Foreman discovery image initial DHCP not working

Problem:

Using Foreman 1.24.2 (and an external DHCP server) when booting a machine using Foreman Discovery Image (3.5.7) the automatic network configuration that starts with a countdown fails to obtain a network configuration from DHCP. Upon failing, the message in the logs show two network devices, 1: lo: 127.0.0.1 and 2: ens192 which doesn’t obtain an IP.
Then:

  • DHCP LEASES *
    cat: /var/lib/NetworkManager/dhclient-*.lease: No such file or directory
  • DNS *
    cat: /etc/resolv.conf: No such file or directory

However, if I interrupt the automatic network configuration countdown (pressing any key), then choose to Discover with DHCP, select the only NIC option available (ens192), then the network is configured correctly and confirming the following screens about foreman server location etc all works and the facts are published to the foreman server. My understanding is that this is exactly what should be happening during the countdown stage anyway so I’m not sure what the difference is here - perhaps a race condition but extending the timeout doesn’t help…

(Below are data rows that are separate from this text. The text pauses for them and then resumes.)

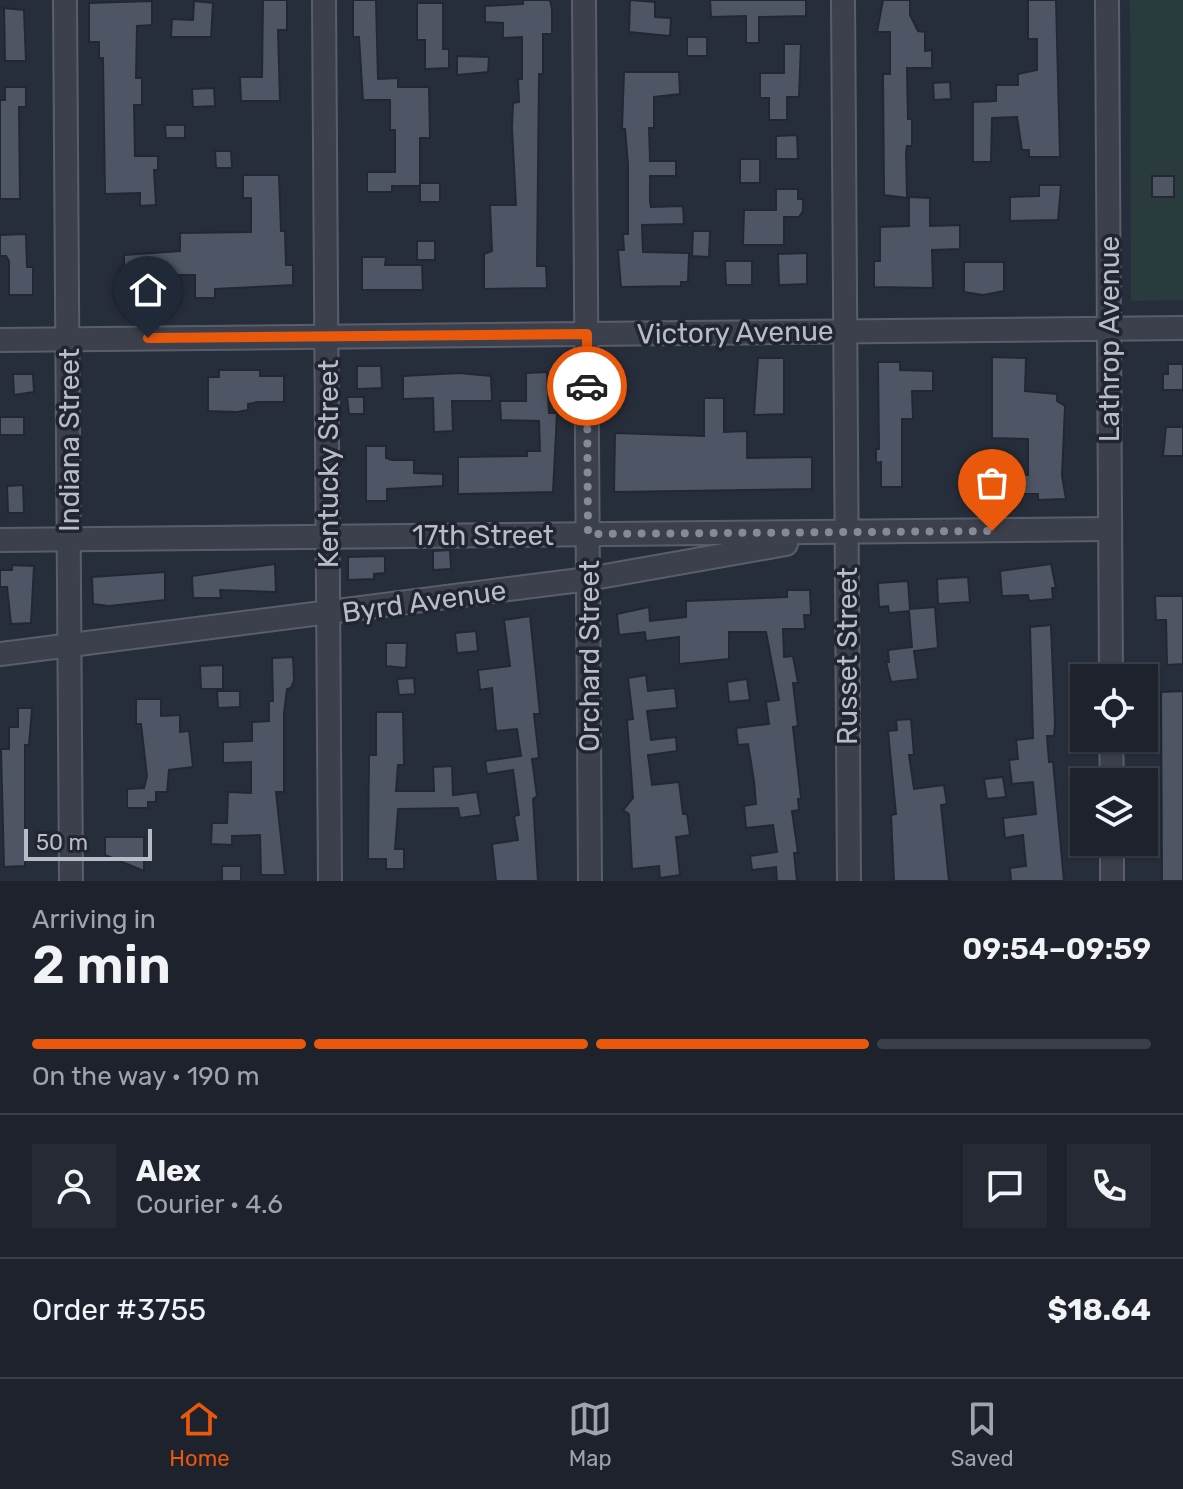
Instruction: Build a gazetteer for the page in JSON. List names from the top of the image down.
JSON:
{
  "streets": {
    "street": [
      "Victory Avenue",
      "Lathrop Avenue",
      "Indiana Street",
      "Kentucky Street",
      "17th Street",
      "Byrd Avenue",
      "Orchard Street",
      "Russet Street"
    ]
  },
  "crossings": [
    ["Victory Avenue", "Lathrop Avenue"],
    ["Victory Avenue", "Indiana Street"],
    ["Victory Avenue", "Kentucky Street"],
    ["Victory Avenue", "Orchard Street"],
    ["Victory Avenue", "Russet Street"],
    ["Lathrop Avenue", "17th Street"],
    ["Indiana Street", "17th Street"],
    ["Indiana Street", "Byrd Avenue"],
    ["Kentucky Street", "17th Street"],
    ["Kentucky Street", "Byrd Avenue"],
    ["17th Street", "Byrd Avenue"],
    ["17th Street", "Orchard Street"],
    ["17th Street", "Russet Street"],
    ["Byrd Avenue", "Orchard Street"],
    ["Byrd Avenue", "Russet Street"]
  ],
  "scale_bar": "50 m",
  "page": {
    "scale": "50 m",
    "heading": ["2 min", "Arriving in", "09:54–09:59"],
    "panel": [
      "Alex",
      "Courier · 4.6",
      "Order #3755",
      "$18.64"
    ],
    "bar": "On the way · 190 m",
    "tabs": ["Home", "Map", "Saved"]
  }
}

Using (what I believe are) exactly the same settings on an existing Foreman 1.23.1 server (FDI 3.5.1) yields different results and automatic network configuration of the FDI image works first time without any manual intervention. I have tried copying the 3.5.1 FDI image to the 1.24.2 foreman server just in case and still no joy with that either.

Expected outcome:

Network configuration for DHCP shouldn’t require any manual intervention and the initial network configuration should work automatically.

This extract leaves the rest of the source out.